Small businesses are already struggling, so it’s vital that they get tax filing right to avoid any penalties or nasty surprises. This means understanding how to stay compliant and also what special taxes may apply to them.
Over the past few years the SA Revenue Service (Sars) has worked hard to provide digital alternatives to filing in-branch, including eFiling and internet bank transfers.
The changes are helping to improve the process – Sars reported that the majority of payments (81.2%) received in 2019/20 were via eFiling; eFiling means SMEs can send in their returns, review their tax status and pay Sars online, for free at any time.
It’s also crucial that small businesses are aware of the tools and support available. At Xero, we've developed a new suite of cloud tools to enable SMEs to prepare, store and eFile VAT returns to Sars all in just a few clicks. These tools increase efficiency, reduce errors and admin – it’s never been easier or faster to eFile.
Here are their top tax tips to set SMEs off to a strong start this tax season:
Avoid nasty surprises
By Candice Mullins
There is no better sight than hindsight. Many businesses think that tax planning is only applicable to large corporates but they are wrong, it is critical in any small business and tax planning should be done with a reputable and experienced tax professional.
Having a 360° understanding of one’s tax risks enables small businesses the opportunity to understand the tax implications of day-to-day transactions. Be as tax efficient as possible, avoid any nasty surprises, and manage cash flow to cater for the taxes payable, thereby avoiding penalties, interest and other negative consequences and, finally, maintain a healthy relationship with our Revenue Service.
Get your tax-house in order – there’s nowhere to hide this year
By Louis Fourie
The days of taxpayers’ compliance status not-being fully tested by Sars are well and truly over.
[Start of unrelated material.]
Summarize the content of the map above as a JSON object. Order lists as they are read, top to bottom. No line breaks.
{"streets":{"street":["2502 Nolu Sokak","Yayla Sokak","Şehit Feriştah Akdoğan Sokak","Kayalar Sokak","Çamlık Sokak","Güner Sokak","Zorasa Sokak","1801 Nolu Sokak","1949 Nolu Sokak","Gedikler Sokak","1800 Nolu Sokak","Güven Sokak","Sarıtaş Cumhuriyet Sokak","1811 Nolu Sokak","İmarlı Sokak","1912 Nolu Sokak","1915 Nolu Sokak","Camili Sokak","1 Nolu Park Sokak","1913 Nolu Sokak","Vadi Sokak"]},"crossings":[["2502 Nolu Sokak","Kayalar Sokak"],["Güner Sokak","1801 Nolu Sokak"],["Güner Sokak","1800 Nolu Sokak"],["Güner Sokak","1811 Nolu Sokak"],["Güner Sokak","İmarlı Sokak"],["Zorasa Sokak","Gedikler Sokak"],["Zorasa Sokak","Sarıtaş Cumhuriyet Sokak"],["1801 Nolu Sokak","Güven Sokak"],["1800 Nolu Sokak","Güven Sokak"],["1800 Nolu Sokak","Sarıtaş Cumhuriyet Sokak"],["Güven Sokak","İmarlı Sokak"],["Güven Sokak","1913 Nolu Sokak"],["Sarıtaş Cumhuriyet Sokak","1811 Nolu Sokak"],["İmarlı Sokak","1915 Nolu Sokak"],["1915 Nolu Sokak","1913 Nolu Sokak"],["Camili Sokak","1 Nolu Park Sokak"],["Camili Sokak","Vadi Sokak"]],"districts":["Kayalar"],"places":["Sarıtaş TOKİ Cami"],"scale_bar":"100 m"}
Sars’ Strategic Plan for 2020/21 to 2024/25 also spells it out clearly – there will be increased levels of compliance, higher detection of those who don't pay, and fines or penalties for those that don't comply.
Small businesses should be working with their accountant now to ensure a timely submission and to work out exactly what they need to be compliant this year. Sars is raising auto assessments for certain individual taxpayers, and you should speak with a registered tax practitioner about these to ensure that Sars is assessing you correctly as you may be losing out on valuable refunds.
There’s need for a close eye on all your details and documents. Make sure that your registered details are 100 percent correct with Sars, as incorrect details may lead to unnecessary penalties. Always promptly address any questions from Sars and use Xero to keep record of all your accounting transactions and supporting documents that they may request.
Automate processes and use the right technology
By Nicole Rousseau
Technology is key to taking the pain out of tax filing for small businesses and accountants. We’ve seen digital developments in recent months that are changing the game. From bank feeds that allow the automated flow of business transactions into accounting software, to being able to snap receipts and upload the information from anywhere.
Using a cloud accounting platform to manage your finances makes it easy to see your finances in real-time and collaborate with your accountant seamlessly throughout the year. This means that when you come to file, everything is ready and easy to view.
We’ve also been trailing Xero’s direct eFiling to Sars feature. New technology like this means that a manual process which used to have multiple steps is now quick and simple for small firms. I’d recommend that all business owners look at how tech tools can automate a lot of the heavy lifting for them.”
Colin Timmis is the country manager and professional accountant at Xero South Africa; Candice Mullins is the managing director of The Tax House; Louis Fourie is the managing director of BVSA; Nicole Rousseau, is the head of PKF Ignite.